La web no está muerta
La web no muere: evoluciona hacia la IA y agentes digitales, redefiniendo cómo las empresas compiten por valor, conversión y relevancia digital
Martes, Mayo 5, 2026
Como con muchas celebridades, cada cierto tiempo aparece un rumor que sentencia la muerte de la web. Desde su invención hace 36 años, el conocido WWW se convirtió en una fuente de información, transacciones y tecnologías con un impacto inmenso en nuestro día a día. Esta vez se ha dicho que la web muere por la popularización de la IA y los cambios en la manera en que accedemos a la información que cada vez está mediada por algoritmos y agentes inteligentes.
La percepción de que la web ha perdido importancia se debe a varios movimientos simultáneos. Desde hace años hay un desplazamiento de la atención hacia plataformas cerradas como TikTok, Instagram, Facebook y Youtube. Estos se conocen como jardines vallados, usan tecnología web pero no se comunican entre sí. Recientemente, con la irrupción de herramientas basadas en IA como los AI Overviews de Google, ha habido una reducción dramática de clics directos hacia los que producen la información.

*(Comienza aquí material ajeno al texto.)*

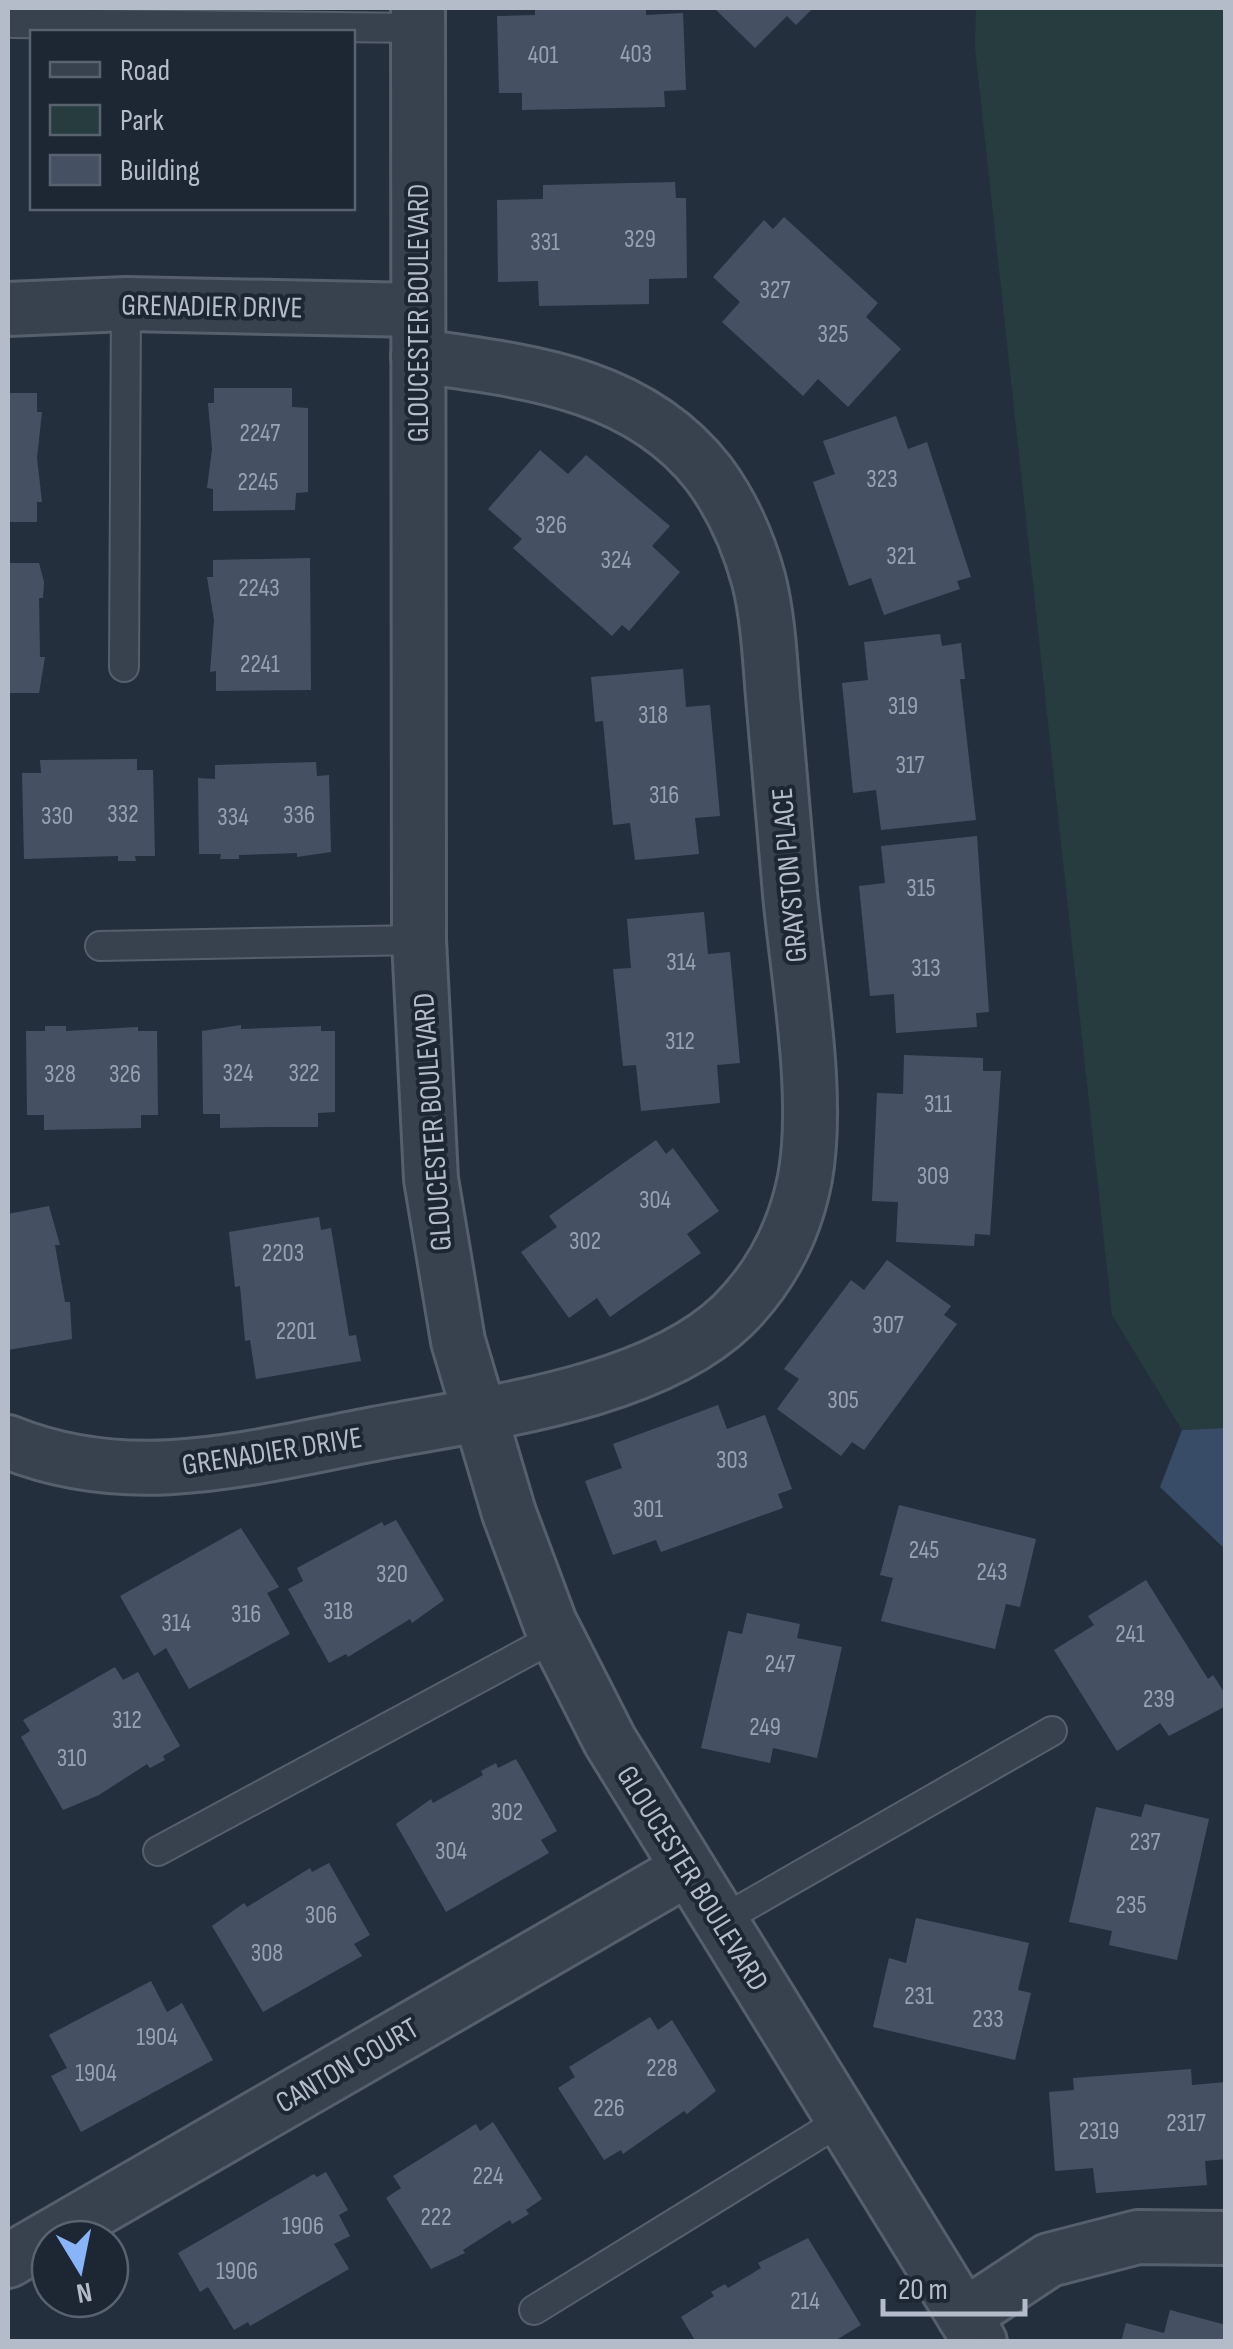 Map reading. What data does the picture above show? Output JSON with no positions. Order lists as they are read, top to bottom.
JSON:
{
  "streets": {
    "street": [
      "GRENADIER DRIVE",
      "GLOUCESTER BOULEVARD",
      "GRAYSTON PLACE",
      "CANTON COURT"
    ]
  },
  "crossings": [
    ["GRENADIER DRIVE", "GLOUCESTER BOULEVARD"],
    ["GRENADIER DRIVE", "GRAYSTON PLACE"],
    ["GLOUCESTER BOULEVARD", "GRAYSTON PLACE"],
    ["GLOUCESTER BOULEVARD", "CANTON COURT"]
  ],
  "house_numbers": [
    "403",
    "401",
    "329",
    "331",
    "327",
    "325",
    "2247",
    "323",
    "2245",
    "326",
    "321",
    "324",
    "2243",
    "2241",
    "319",
    "318",
    "317",
    "316",
    "332",
    "336",
    "330",
    "334",
    "315",
    "314",
    "313",
    "312",
    "324",
    "322",
    "328",
    "326",
    "311",
    "309",
    "304",
    "302",
    "2203",
    "307",
    "2201",
    "305",
    "303",
    "301",
    "245",
    "243",
    "320",
    "318",
    "316",
    "314",
    "241",
    "247",
    "239",
    "312",
    "249",
    "310",
    "302",
    "237",
    "304",
    "235",
    "306",
    "308",
    "231",
    "233",
    "1904",
    "228",
    "1904",
    "226",
    "2317",
    "2319",
    "224",
    "222",
    "1906",
    "1906",
    "214"
  ],
  "legend": ["Road", "Park", "Building"],
  "scale_bar": "20 m",
  "north": "bottom"
}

Aunque el tiempo de atención se concentra en redes sociales, estas plataformas cumplen un rol distinto: atraen, pero no convierten ni fidelizan al nivel que permite el canal web, ya que hoy no compite por tiempo; compite por valor. La web sigue siendo la plataforma donde se consumen contenidos en profundidad y se generan conversiones que realmente impactan.

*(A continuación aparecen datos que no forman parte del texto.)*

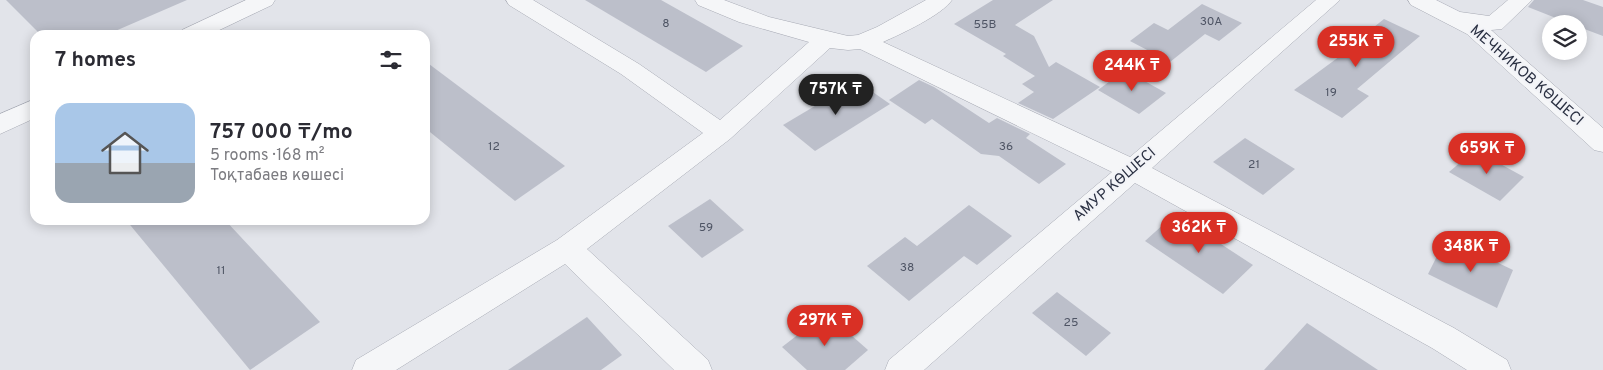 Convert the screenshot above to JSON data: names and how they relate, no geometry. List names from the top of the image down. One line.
{"streets":{"street":["МЕЧНИКОВ КӨШЕСІ","АМУР КӨШЕСІ"]},"house_numbers":["30А","8","55В","19","12","36","21","59","38","11","25"],"page":{"price":["255K ₸","244K ₸","757K ₸","659K ₸","362K ₸","348K ₸","297K ₸"],"heading":"7 homes","list":[{"name":"757 000 ₸/mo","note":"5 rooms · 168 m² · Тоқтабаев көшесі"}]}} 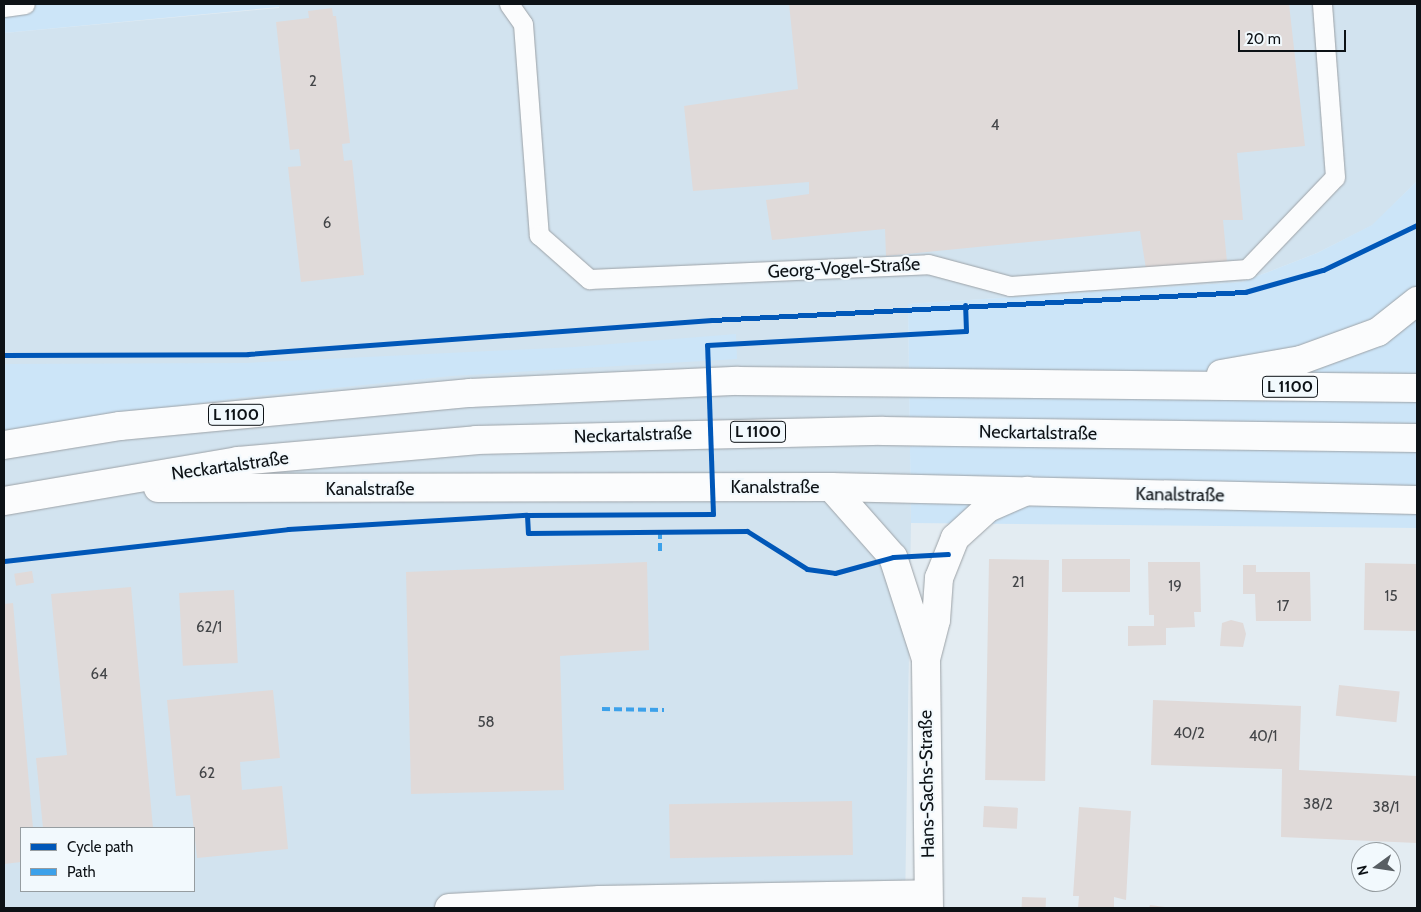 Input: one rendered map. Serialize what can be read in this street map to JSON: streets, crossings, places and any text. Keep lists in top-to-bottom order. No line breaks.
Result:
{"streets":{"main road":["L 1100","Neckartalstraße","Kanalstraße","Hans-Sachs-Straße"],"lane":["Georg-Vogel-Straße"]},"crossings":[["Neckartalstraße","Kanalstraße"],["Kanalstraße","Hans-Sachs-Straße"]],"house_numbers":["2","4","6","21","19","15","17","62/1","64","58","40/2","40/1","62","38/2","38/1"],"legend":["Cycle path","Path"],"scale_bar":"20 m","north":"left"}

Estos cambios no tienen reversa. Debemos pensar que la web de hoy también es para las máquinas: asistentes, agentes autónomos, modelos de IA y motores de respuesta. Las empresas deben empezar a optimizar esta herramienta, no solo para que una persona la lea, sino también para que un agente digital la entienda, negocie, consulte y ejecute acciones. En 2025 vimos un aumento de la cuota de visitas impulsadas por la inteligencia artificial en páginas web, con incrementos de hasta un +4.700% en comparación al 2024 según un estudio Adobe Digital Insights. Este crecimiento exige contenidos más profundos y estructurados, modelos de datos abiertos y experiencias que funcionen tanto para alguien que navega como para un agente que actúa.

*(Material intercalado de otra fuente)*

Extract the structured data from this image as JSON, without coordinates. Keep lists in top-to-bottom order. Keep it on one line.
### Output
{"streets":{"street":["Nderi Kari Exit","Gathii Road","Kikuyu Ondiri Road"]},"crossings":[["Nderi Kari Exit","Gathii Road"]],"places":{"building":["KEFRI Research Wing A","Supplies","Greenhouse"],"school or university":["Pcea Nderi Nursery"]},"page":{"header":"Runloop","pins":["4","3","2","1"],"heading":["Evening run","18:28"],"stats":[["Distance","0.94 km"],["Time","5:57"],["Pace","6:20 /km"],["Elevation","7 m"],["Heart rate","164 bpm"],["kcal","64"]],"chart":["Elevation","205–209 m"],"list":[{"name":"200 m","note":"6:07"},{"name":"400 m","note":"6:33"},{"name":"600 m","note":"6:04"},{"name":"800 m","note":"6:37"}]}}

Este es el punto de partida de la web agéntica (Agentic Web), un entorno en el que los usuarios dejan de hacer clic y empiezan a expresar intenciones, mientras sus agentes se encargan del resto. Y donde los ecosistemas componibles permitirán que las marcas evolucionen sus módulos, búsqueda, pagos, catálogo, personalización, sin reinventar todo el sistema. La relación entre marca y usuario deberá ser cada vez más cercana y transparente.
Para las empresas, este es el momento clave: quien fortalezca su web ahora no solo tendrá un canal propio más sólido, sino que también estará preparado para competir en un mundo donde la IA escogerá a los ganadores.